» **What the task requires**:
Repeat exactly, please, the opening lines of the data below, through and including the line where "filter:drop-shadow(0 0 2px" sits.

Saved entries
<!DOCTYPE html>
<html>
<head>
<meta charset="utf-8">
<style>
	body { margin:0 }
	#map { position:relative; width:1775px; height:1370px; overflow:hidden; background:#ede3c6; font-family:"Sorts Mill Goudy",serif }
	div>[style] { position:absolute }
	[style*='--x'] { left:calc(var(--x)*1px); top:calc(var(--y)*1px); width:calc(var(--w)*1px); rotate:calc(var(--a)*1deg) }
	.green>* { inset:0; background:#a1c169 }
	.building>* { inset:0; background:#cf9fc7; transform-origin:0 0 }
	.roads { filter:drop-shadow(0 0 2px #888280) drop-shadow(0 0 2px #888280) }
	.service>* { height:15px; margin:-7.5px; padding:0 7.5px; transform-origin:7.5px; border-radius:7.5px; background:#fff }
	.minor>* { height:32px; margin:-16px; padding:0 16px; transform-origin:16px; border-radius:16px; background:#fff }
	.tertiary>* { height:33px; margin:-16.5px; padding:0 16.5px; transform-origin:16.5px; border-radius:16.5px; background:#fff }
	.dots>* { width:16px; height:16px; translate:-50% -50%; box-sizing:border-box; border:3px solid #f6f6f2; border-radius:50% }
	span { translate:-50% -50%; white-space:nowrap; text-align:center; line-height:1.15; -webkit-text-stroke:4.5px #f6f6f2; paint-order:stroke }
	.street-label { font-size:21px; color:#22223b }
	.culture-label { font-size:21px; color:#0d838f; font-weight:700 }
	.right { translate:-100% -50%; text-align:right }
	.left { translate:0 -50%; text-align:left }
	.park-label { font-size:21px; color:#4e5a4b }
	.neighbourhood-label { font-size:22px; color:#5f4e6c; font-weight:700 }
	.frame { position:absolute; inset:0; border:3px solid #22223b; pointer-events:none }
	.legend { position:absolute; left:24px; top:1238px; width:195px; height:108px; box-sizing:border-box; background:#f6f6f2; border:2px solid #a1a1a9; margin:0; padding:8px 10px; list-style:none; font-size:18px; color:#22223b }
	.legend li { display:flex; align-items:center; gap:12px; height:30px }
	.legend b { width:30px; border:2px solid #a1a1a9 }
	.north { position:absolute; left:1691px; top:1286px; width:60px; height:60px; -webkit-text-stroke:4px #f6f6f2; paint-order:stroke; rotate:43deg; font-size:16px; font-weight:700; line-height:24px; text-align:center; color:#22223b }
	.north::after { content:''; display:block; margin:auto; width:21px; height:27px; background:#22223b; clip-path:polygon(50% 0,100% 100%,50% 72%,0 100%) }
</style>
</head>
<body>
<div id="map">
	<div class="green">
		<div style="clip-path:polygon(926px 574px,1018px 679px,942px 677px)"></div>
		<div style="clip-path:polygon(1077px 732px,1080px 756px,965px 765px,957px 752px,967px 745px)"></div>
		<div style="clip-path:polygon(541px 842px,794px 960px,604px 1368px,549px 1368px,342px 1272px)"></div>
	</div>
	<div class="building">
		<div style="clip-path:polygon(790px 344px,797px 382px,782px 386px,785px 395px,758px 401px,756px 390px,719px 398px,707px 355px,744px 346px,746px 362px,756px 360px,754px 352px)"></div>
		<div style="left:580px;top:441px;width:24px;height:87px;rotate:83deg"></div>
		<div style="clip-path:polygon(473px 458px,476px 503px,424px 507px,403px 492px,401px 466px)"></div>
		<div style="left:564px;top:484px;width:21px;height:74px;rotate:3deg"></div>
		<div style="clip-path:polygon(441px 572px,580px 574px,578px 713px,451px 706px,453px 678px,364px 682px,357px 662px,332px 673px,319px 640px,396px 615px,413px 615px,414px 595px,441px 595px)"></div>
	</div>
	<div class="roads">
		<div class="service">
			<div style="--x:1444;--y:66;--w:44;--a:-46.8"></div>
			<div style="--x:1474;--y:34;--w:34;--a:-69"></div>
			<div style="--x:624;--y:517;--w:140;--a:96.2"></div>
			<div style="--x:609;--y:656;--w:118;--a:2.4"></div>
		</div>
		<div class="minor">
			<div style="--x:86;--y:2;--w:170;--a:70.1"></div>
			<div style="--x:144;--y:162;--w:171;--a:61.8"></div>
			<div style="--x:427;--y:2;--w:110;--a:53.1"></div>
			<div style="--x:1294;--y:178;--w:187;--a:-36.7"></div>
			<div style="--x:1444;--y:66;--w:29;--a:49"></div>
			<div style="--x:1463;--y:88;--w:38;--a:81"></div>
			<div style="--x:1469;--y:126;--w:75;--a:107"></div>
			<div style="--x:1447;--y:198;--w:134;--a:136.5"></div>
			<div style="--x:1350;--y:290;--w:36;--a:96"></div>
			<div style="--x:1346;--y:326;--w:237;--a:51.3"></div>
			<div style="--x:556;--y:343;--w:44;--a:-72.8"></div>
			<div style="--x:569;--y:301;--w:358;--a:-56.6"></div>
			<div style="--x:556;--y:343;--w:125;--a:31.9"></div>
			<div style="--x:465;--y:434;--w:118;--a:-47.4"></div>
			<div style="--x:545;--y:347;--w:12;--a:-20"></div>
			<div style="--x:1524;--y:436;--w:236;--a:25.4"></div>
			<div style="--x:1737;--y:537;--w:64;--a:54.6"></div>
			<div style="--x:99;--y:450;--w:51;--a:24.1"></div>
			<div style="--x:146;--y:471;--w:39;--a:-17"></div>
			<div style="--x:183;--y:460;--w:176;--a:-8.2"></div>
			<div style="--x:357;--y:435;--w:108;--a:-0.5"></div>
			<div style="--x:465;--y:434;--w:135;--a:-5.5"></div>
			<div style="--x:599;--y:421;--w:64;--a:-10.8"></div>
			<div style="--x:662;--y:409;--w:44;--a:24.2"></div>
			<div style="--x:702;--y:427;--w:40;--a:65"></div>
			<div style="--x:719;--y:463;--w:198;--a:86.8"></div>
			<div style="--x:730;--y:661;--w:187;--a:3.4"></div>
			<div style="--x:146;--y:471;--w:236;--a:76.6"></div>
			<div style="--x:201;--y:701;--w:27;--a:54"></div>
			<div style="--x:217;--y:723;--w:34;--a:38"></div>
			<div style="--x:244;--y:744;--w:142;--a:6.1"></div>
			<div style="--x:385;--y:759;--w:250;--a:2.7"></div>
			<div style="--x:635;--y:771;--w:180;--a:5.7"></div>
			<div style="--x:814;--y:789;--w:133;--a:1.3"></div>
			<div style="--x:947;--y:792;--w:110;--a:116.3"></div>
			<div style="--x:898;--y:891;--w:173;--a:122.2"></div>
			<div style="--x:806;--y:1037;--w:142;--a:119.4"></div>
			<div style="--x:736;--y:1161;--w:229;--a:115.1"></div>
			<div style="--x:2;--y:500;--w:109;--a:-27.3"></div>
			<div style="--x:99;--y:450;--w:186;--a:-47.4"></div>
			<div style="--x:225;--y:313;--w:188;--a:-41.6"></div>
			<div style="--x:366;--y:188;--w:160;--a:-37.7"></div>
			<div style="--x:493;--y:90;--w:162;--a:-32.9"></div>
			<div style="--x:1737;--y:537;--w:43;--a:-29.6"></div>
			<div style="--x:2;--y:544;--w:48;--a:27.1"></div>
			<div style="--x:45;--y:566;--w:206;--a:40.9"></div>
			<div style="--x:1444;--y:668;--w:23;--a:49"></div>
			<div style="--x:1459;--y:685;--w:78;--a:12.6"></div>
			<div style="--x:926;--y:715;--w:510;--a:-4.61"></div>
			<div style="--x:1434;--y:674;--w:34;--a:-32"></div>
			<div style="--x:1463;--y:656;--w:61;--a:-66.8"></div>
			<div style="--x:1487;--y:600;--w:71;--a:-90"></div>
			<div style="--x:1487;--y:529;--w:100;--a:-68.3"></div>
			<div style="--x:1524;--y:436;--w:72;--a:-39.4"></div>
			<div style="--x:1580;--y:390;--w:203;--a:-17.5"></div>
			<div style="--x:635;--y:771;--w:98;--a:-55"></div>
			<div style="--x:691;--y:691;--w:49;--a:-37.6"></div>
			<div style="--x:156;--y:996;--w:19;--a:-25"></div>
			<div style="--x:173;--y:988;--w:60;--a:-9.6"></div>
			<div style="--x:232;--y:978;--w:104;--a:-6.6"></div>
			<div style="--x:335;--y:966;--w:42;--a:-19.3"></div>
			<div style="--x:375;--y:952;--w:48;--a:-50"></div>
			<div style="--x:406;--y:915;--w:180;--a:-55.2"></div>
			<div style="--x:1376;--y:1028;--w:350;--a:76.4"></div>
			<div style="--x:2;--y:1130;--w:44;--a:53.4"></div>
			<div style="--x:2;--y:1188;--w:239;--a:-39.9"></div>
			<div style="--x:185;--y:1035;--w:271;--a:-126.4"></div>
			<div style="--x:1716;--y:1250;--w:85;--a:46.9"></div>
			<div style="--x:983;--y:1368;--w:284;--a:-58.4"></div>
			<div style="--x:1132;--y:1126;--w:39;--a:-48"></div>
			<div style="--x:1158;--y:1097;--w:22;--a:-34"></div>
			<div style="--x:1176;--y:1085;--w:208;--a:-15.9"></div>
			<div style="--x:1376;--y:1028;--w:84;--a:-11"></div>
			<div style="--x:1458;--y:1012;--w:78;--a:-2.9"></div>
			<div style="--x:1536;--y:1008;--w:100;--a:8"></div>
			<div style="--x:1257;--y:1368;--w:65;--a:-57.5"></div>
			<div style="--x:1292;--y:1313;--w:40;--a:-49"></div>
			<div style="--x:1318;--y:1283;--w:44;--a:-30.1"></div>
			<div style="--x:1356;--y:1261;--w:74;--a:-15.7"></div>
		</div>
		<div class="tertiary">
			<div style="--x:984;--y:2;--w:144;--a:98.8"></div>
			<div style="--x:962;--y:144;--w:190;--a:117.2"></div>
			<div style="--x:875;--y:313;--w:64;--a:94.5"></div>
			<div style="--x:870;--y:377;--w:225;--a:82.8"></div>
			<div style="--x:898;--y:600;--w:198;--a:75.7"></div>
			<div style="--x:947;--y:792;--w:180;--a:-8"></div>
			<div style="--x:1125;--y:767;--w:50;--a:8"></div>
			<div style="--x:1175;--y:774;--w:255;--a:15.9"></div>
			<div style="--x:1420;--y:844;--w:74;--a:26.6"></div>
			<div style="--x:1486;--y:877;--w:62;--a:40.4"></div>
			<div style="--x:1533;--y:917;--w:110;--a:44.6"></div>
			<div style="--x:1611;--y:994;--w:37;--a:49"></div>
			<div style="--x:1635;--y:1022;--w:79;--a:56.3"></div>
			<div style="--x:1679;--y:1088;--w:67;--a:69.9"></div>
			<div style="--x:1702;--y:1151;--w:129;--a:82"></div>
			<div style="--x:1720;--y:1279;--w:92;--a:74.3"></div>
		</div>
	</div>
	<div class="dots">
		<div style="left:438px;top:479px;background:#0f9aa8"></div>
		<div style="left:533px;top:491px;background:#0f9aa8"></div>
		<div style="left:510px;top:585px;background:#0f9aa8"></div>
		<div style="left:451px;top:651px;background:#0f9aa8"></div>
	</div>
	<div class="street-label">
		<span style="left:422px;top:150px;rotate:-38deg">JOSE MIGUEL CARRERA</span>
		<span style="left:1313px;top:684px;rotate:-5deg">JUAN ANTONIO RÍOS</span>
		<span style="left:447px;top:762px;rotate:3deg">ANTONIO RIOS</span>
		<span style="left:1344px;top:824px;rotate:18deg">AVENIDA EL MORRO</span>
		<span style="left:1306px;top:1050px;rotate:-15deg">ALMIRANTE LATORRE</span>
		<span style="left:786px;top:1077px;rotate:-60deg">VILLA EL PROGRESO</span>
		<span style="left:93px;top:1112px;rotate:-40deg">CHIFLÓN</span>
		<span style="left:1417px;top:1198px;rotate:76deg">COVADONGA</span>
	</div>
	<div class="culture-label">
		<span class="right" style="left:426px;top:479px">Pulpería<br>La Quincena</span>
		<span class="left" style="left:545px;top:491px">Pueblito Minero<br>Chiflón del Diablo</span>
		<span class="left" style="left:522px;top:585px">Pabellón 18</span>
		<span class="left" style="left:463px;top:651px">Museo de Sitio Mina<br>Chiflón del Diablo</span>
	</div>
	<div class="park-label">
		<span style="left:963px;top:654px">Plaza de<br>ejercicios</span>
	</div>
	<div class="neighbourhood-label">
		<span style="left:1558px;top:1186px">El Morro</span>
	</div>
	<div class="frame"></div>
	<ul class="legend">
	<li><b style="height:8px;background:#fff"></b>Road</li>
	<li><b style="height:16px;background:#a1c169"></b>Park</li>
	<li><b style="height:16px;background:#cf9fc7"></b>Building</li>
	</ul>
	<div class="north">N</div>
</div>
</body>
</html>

» **Exercise answer**:
<!DOCTYPE html>
<html>
<head>
<meta charset="utf-8">
<style>
	body { margin:0 }
	#map { position:relative; width:1775px; height:1370px; overflow:hidden; background:#ede3c6; font-family:"Sorts Mill Goudy",serif }
	div>[style] { position:absolute }
	[style*='--x'] { left:calc(var(--x)*1px); top:calc(var(--y)*1px); width:calc(var(--w)*1px); rotate:calc(var(--a)*1deg) }
	.green>* { inset:0; background:#a1c169 }
	.building>* { inset:0; background:#cf9fc7; transform-origin:0 0 }
	.roads { filter:drop-shadow(0 0 2px #888280) drop-shadow(0 0 2px #888280) }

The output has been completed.